**AIM OF THE EXERCISE:** Answer with one number only: how many lines in this material contain the word "controls"?

**RAW DATA:**
>>

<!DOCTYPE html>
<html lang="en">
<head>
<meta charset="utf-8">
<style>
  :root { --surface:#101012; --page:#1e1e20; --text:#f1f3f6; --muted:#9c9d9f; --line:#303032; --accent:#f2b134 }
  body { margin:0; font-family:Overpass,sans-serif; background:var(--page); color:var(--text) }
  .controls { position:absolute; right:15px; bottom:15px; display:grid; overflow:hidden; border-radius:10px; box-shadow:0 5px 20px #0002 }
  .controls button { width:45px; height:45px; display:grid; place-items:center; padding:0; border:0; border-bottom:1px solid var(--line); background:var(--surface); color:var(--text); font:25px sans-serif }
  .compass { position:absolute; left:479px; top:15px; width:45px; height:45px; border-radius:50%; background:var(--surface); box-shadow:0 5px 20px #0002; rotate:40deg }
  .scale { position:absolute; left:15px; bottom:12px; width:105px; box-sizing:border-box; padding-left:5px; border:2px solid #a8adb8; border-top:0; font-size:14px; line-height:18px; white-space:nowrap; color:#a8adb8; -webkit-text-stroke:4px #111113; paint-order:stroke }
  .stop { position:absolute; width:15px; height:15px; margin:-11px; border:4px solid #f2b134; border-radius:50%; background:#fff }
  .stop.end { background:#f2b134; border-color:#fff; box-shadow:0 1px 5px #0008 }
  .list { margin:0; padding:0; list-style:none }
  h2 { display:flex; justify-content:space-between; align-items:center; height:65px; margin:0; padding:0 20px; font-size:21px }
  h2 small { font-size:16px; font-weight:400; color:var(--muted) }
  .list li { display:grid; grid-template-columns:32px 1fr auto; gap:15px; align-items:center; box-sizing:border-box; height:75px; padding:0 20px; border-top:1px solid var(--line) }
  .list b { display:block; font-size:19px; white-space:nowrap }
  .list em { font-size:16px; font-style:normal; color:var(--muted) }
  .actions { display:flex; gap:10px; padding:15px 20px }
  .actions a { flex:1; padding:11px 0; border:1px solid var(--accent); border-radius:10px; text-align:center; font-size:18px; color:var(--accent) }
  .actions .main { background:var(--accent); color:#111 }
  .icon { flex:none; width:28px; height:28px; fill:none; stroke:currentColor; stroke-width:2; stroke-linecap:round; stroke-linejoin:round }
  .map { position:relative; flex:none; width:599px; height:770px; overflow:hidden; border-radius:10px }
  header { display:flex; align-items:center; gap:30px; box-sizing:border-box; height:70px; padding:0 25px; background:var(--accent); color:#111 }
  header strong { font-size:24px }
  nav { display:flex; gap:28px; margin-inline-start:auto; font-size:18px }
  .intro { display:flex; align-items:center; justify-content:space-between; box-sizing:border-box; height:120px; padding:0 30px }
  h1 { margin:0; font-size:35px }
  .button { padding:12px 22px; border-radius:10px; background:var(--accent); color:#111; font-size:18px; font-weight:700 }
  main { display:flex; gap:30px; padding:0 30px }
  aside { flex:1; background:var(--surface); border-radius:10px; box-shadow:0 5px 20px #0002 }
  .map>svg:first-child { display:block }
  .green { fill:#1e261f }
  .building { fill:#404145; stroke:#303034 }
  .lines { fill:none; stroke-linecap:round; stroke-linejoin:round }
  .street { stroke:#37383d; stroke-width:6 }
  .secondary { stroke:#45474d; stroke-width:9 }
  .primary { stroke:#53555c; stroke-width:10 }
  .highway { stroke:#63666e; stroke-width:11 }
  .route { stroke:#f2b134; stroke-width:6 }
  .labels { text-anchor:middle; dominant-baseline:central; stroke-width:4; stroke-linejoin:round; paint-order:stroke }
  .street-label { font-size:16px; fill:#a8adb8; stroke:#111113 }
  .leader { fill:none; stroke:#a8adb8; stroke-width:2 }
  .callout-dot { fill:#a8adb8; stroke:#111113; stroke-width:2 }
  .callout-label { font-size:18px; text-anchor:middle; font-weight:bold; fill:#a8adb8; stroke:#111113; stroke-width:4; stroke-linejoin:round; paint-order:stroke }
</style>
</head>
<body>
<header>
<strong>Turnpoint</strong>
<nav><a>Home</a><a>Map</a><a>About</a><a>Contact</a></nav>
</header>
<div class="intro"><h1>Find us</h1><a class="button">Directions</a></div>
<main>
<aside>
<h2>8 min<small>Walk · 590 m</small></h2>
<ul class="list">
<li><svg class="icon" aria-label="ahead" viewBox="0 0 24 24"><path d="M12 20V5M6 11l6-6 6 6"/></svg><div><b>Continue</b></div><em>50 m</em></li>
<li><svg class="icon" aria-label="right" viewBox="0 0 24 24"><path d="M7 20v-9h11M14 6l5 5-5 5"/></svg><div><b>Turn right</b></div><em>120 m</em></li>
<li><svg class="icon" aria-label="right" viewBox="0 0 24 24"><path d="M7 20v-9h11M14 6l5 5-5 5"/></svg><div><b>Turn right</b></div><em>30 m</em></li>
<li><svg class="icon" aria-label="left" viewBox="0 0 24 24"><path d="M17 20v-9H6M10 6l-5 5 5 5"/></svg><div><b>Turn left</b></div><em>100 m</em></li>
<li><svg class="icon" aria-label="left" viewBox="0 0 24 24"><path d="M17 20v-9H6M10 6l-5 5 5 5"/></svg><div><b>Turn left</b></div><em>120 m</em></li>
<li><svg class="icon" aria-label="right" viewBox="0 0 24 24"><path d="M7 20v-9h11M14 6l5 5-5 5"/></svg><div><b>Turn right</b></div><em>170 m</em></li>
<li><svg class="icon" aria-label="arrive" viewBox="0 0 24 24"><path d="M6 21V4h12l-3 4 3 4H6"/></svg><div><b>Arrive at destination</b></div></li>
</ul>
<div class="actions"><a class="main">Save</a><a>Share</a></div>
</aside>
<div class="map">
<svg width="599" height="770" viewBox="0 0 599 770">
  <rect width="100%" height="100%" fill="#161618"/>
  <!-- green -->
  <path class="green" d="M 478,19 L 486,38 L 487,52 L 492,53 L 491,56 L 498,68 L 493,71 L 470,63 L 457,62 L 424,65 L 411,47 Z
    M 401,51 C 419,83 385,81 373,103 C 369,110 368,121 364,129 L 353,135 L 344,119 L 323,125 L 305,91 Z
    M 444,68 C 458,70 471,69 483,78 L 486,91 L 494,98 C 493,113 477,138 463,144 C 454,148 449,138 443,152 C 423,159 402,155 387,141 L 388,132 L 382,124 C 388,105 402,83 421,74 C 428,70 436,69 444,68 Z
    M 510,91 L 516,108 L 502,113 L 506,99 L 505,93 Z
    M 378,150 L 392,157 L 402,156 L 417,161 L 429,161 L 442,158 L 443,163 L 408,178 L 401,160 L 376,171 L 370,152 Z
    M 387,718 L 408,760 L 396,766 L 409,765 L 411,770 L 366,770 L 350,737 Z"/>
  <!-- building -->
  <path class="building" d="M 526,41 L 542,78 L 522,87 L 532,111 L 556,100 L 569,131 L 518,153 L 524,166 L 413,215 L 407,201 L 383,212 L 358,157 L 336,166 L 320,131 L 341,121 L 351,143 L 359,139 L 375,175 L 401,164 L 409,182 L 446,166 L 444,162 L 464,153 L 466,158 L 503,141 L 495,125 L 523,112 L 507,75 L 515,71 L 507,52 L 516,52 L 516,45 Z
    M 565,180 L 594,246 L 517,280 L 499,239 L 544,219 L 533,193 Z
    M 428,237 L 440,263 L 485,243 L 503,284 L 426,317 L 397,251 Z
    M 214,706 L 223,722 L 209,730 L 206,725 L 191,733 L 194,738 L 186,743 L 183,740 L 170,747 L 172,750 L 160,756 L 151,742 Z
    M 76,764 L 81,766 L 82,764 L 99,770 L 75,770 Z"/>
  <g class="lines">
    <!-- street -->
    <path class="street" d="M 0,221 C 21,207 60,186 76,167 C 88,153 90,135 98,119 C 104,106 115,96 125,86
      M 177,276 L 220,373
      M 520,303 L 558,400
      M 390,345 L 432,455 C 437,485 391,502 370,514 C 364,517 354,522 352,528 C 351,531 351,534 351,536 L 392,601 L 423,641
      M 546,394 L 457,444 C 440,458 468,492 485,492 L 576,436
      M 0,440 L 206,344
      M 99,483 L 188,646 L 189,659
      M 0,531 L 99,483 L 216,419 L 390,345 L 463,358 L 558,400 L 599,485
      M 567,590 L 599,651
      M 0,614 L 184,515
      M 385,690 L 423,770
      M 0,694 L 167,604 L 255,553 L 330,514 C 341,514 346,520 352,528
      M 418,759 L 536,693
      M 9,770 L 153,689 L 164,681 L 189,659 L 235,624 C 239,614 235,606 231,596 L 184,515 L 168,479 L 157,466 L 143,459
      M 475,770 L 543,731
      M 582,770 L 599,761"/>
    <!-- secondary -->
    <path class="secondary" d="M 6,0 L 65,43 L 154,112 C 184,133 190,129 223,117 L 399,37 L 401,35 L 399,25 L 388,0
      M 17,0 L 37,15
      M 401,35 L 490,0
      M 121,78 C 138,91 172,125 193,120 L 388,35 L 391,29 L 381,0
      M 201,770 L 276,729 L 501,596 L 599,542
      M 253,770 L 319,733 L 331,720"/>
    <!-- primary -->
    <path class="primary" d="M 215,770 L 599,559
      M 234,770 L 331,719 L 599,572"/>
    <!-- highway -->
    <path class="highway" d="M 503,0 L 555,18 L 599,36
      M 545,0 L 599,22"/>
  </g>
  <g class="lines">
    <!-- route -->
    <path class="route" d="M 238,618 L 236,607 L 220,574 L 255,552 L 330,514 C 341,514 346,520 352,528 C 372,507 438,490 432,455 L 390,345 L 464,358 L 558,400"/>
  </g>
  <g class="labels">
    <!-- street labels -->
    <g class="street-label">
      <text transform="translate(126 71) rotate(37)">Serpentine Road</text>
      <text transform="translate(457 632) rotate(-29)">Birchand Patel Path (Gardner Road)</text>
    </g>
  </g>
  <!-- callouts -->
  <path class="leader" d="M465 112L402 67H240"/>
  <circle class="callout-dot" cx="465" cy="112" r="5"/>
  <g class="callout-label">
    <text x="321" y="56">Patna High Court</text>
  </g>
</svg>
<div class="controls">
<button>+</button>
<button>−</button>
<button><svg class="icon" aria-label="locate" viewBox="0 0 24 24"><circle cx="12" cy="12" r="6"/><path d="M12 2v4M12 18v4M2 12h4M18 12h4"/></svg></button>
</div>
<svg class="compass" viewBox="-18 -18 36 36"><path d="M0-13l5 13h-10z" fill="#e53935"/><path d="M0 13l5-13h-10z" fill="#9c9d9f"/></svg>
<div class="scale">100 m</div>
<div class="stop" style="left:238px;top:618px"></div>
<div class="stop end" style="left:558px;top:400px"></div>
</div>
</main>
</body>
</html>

<<

**SOLUTION TO THE EXERCISE:** 3